EXERCISE DESCRIPTION =>
Please copy each line below that contains the string "water".

DATA FOR THIS EXERCISE =>
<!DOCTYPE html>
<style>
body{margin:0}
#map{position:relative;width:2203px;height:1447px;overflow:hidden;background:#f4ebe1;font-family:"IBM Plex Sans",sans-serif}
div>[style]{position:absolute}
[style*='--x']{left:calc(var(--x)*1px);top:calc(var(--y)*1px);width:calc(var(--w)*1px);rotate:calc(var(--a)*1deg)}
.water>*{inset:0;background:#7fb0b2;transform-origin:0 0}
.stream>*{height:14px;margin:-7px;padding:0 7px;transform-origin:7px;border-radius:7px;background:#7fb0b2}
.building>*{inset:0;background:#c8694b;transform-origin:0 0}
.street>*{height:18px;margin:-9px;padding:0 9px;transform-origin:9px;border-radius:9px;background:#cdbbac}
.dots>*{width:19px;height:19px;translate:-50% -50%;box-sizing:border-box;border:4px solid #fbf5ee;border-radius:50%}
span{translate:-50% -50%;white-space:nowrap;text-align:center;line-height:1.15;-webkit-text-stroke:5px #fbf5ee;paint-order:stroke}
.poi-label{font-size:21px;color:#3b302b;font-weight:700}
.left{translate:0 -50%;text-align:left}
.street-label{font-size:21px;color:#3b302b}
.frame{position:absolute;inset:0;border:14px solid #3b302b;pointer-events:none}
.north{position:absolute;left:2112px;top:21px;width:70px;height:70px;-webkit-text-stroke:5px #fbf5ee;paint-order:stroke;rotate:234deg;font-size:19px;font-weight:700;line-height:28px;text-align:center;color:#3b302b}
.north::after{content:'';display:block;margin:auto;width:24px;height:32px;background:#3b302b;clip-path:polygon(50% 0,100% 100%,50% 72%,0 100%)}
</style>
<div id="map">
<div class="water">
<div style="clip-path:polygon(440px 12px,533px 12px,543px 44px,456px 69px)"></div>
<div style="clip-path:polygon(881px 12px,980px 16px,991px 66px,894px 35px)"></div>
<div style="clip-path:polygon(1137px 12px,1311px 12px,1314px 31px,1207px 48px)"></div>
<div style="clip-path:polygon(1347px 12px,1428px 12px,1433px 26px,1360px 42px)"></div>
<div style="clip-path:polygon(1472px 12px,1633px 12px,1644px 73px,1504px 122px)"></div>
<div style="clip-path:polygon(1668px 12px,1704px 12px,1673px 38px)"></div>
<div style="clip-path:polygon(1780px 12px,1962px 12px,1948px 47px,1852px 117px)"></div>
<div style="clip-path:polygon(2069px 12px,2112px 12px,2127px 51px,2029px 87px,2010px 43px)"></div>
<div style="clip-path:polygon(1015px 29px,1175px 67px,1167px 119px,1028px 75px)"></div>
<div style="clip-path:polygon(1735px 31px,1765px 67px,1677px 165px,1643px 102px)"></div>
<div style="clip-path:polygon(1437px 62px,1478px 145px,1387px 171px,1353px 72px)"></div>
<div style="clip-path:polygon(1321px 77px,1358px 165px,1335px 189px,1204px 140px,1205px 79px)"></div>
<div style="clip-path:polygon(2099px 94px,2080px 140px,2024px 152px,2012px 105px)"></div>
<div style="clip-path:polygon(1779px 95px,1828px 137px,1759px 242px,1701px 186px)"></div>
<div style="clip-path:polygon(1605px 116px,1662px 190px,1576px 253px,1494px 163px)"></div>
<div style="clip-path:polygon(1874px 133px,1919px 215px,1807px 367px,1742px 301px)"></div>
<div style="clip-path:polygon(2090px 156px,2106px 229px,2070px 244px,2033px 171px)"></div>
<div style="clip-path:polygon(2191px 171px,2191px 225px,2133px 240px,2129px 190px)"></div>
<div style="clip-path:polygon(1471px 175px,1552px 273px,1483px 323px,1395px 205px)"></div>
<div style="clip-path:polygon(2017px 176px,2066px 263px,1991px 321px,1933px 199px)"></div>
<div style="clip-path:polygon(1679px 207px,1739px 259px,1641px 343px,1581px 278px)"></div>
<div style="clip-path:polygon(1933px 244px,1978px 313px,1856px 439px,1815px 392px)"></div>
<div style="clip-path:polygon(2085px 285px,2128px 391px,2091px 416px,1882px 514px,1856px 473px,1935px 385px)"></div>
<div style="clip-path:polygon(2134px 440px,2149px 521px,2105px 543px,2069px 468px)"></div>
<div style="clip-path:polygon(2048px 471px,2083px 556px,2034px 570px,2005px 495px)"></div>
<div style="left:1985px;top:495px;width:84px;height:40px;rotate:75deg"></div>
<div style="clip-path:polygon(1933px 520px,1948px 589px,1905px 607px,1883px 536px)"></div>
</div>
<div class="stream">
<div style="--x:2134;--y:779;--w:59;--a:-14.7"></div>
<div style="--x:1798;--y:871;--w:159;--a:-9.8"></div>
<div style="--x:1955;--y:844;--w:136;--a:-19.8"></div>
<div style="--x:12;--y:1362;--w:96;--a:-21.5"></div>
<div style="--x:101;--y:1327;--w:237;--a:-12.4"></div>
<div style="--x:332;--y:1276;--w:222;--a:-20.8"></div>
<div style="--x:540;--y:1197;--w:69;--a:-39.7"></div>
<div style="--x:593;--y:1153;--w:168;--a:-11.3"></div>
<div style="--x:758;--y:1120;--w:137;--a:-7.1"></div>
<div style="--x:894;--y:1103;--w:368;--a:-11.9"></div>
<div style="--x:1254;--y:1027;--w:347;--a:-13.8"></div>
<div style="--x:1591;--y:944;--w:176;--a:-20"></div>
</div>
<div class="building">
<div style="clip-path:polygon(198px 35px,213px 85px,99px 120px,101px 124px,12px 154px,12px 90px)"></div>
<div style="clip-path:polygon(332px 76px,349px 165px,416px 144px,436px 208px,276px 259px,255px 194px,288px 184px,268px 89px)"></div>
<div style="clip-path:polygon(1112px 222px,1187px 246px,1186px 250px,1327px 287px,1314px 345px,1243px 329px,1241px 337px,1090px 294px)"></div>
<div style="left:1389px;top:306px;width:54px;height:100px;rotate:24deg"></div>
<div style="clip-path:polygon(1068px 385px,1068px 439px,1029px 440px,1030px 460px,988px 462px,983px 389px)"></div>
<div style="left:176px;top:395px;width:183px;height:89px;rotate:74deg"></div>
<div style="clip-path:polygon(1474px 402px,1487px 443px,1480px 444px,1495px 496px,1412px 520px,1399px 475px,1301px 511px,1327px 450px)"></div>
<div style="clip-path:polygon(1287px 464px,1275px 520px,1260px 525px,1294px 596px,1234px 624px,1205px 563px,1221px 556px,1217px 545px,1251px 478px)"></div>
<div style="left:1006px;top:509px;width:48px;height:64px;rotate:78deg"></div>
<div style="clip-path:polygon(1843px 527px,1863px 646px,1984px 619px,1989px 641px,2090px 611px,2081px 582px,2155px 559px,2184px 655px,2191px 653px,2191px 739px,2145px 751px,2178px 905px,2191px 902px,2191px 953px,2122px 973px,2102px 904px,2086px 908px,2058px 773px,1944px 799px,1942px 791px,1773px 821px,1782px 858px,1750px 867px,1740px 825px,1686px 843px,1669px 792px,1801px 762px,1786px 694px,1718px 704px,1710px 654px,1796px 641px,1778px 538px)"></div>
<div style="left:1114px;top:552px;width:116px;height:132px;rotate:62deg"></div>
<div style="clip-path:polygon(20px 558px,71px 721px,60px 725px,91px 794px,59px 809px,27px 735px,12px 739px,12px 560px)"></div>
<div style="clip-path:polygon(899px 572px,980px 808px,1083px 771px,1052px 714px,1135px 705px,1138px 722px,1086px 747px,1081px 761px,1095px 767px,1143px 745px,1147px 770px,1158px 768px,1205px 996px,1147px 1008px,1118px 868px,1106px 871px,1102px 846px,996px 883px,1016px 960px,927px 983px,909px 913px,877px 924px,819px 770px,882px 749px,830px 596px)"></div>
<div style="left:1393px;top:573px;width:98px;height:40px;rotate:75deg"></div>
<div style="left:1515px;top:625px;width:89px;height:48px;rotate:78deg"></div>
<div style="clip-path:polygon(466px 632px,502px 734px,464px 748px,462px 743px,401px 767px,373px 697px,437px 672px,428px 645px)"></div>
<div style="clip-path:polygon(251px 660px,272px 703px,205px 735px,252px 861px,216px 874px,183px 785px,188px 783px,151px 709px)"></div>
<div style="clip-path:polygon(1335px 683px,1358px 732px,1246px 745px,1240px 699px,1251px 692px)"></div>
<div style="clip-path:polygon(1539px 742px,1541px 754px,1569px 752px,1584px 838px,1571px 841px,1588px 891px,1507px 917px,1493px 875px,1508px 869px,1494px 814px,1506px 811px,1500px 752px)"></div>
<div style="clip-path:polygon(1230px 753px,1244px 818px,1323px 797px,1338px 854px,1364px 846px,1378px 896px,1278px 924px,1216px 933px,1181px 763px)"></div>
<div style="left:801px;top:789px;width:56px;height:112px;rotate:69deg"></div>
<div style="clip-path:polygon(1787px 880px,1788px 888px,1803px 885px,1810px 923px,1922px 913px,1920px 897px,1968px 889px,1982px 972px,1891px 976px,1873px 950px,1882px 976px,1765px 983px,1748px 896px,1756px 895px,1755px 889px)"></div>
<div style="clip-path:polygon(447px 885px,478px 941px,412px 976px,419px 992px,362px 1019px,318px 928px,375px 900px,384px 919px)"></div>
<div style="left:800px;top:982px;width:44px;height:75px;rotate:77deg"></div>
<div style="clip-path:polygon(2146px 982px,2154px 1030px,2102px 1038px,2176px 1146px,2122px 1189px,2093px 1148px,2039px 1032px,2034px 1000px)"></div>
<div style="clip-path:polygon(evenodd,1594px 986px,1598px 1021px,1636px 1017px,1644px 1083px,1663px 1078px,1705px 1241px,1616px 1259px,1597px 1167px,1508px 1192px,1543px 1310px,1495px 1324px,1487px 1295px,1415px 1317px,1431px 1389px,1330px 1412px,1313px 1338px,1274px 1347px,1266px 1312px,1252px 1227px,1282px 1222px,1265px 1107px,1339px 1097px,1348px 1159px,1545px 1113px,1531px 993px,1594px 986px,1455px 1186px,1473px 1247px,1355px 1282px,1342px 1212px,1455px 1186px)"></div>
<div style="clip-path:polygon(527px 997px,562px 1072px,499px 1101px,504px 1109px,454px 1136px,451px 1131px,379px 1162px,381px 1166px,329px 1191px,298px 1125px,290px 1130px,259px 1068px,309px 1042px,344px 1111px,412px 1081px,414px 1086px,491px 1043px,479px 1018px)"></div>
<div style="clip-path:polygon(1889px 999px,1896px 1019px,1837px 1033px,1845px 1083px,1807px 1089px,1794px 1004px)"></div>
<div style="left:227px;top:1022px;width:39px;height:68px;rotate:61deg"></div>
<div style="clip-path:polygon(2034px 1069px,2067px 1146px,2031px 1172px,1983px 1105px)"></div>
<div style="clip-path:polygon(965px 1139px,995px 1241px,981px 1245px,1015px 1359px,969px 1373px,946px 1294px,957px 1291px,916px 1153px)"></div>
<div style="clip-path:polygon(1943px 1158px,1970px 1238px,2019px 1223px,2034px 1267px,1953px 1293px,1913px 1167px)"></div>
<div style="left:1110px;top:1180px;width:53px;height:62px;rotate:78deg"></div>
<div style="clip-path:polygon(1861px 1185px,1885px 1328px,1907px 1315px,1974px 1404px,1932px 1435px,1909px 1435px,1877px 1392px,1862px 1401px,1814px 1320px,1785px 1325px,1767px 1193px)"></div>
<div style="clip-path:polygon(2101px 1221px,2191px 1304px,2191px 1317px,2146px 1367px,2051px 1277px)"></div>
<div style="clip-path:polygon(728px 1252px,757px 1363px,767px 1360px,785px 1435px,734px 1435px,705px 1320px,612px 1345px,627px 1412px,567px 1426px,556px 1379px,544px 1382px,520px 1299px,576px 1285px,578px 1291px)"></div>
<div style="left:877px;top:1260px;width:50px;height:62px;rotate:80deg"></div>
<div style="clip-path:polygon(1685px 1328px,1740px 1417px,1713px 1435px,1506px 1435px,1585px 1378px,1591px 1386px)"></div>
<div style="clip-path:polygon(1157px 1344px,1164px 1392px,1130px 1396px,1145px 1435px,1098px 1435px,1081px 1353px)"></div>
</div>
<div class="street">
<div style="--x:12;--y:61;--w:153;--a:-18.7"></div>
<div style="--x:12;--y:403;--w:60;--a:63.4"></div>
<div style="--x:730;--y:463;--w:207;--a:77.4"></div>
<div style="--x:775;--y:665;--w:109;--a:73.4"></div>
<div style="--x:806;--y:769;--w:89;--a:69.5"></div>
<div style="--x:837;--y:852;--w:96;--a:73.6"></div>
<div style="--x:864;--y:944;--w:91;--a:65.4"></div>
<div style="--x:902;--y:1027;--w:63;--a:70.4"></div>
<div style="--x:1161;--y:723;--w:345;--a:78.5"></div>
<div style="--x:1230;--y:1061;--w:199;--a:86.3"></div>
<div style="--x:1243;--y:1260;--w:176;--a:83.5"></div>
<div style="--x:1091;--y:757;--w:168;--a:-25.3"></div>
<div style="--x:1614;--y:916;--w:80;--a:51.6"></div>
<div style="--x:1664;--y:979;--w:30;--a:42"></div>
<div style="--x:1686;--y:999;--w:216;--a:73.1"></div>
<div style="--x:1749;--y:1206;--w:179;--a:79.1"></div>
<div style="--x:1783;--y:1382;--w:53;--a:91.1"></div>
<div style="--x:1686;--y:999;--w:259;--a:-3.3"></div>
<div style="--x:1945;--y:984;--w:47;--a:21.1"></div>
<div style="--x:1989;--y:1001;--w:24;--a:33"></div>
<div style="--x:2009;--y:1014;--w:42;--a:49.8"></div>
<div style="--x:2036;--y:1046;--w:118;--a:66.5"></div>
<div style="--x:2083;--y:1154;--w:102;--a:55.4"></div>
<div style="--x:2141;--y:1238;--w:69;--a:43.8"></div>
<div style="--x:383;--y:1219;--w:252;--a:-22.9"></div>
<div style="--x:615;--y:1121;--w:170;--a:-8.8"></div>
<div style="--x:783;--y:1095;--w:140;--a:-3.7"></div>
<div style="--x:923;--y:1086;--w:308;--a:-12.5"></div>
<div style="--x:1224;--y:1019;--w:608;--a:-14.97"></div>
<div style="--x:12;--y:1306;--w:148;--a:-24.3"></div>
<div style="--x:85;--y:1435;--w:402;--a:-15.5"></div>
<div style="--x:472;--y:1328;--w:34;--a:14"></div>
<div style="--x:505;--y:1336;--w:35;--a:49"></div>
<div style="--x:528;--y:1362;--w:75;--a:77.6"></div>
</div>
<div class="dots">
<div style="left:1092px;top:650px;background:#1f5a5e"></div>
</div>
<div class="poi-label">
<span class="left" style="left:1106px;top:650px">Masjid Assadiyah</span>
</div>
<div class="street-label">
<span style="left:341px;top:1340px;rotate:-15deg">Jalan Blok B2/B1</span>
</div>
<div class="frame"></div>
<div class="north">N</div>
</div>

WRITTEN ANSWER =>
.water>*{inset:0;background:#7fb0b2;transform-origin:0 0}
<div class="water">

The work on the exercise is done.